Her new life as a Piper Shores resident has in no way become a path to slowing down. Angela keeps a brisk and demanding schedule. She recently presented a workshop entitled “The Art of Daydreaming,” designed to help residents tap into an inner calm when alone, in pain, sick, or dying. She volunteers at Holbrook and teaches residents tools for attaining peace of mind amidst hardship. She’s enrolled in a continuing education course at the University of Southern Maine. And, if that’s not enough, she’s an advocate for southern Maine’s growing addiction recovery community.
“I am Angel No. 51 at the Scarborough Hope Project,” explains Angela, “which facilitates the placement of drug addicts in recovery centers throughout the country.” Angela calls it heart-rending work. “The drug recovery community is a lost population that has to take care of itself,” she explains. But rather than denigrating or turning a blind eye to people in recovery, Absher embraces them with tenderness. “There’s a growing group of people facing a dire situation, but in so doing they are discovering their own capacity for self-healing,” she explains.
Angela’s view of addiction recovery is anything but conventional. In fact, she compares recovery to old age, sickness, and dying. “What you need when you are dying is the same thing you need when faced with healing yourself from drug addiction,” she explains. “You need love, acceptance, and absolute fearlessness.”
Angela’s lifelong pursuit of the study of religion, philosophy, and healing seems to have instilled in her an unflinching predisposition for hope. She bemoans a worldview that is increasingly conventional and professionally oriented, and she seems to enjoy pushing the conversation into uncharted territory. She also employs a brazen honesty that’s disarming. “I like being with people who are dying. I am not afraid of that,” she says plainly. “I have no fear of death, just like I have no fear of addicts. Nobody would fear addicts if they knew them,” she quips. “People are just afraid of something they don’t know.”
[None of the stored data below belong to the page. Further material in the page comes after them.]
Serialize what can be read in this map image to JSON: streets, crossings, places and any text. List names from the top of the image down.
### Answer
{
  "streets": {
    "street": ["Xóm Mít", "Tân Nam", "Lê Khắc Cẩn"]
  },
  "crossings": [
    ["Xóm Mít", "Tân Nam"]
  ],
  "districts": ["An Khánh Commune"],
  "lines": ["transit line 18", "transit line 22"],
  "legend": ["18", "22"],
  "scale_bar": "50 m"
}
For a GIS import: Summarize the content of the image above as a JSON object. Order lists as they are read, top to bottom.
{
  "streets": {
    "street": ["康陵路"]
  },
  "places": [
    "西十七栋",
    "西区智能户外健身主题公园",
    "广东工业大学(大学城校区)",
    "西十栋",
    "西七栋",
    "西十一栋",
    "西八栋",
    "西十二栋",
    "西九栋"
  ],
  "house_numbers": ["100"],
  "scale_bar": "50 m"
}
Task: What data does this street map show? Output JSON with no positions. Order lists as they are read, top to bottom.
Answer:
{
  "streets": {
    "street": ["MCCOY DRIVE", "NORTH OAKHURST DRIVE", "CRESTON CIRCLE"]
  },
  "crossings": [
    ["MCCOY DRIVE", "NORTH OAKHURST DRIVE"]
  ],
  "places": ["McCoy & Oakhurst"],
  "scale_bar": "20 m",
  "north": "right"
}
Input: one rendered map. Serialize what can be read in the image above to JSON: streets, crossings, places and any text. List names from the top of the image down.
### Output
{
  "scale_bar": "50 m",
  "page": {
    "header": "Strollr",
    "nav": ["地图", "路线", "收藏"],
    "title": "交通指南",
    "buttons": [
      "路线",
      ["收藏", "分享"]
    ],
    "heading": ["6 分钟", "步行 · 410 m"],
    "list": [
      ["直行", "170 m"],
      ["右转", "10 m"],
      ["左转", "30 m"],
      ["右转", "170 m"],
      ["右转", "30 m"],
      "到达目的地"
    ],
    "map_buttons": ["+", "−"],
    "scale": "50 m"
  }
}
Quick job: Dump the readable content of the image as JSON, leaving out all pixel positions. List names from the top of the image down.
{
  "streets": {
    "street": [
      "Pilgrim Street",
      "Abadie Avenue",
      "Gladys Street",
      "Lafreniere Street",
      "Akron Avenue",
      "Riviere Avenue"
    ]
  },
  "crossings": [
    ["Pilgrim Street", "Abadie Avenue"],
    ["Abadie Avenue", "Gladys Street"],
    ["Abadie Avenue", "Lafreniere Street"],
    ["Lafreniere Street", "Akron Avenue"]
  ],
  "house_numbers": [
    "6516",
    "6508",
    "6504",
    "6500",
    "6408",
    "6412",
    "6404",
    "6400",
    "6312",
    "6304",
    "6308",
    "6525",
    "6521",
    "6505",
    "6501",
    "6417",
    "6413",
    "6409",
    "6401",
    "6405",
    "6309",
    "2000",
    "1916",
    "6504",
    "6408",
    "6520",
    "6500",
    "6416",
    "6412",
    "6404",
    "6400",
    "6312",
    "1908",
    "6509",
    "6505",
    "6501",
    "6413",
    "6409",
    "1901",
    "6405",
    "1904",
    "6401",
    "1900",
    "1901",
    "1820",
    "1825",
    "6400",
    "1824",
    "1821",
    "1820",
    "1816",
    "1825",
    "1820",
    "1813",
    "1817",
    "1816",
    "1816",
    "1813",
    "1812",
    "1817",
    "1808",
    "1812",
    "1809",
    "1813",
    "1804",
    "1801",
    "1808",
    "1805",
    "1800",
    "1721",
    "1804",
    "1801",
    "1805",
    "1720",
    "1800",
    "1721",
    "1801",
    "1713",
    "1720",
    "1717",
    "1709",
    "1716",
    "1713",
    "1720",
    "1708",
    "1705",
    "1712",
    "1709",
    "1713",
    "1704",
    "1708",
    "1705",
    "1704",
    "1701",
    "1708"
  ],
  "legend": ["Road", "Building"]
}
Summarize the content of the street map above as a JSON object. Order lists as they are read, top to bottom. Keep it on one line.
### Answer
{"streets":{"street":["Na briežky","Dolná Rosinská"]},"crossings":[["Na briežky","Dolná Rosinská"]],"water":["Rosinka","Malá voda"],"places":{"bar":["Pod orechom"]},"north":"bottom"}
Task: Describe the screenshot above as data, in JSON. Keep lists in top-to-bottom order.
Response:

Angela’s adventures around the world and her study of world religion seem to have come full circle at Piper Shores. “It’s the essence of those things that I wish to share within the context of end-of-life and self-recovery from addition,” she says.
Transition to a Life at Piper Shores
Angela does not mince words when it comes to describing her transition to living at Piper Shores. “The first year was hard,” she confesses. “I think it’s important for people to recognize that transitions are hard. Leaving life as you know it and entering a senior community where you know you are going to stay – this is especially hard when you’re a nomad like me.” But Angela believed the time was right, and she was relying on advice from close friends Sheila and Bruce Denny-Brown, who had conducted a thorough search for the state’s best retirement communities. In the end, Angela says the factors that made Piper Shores so appealing are the organization’s commitment to lifelong learning and the positive, inclusive attitude.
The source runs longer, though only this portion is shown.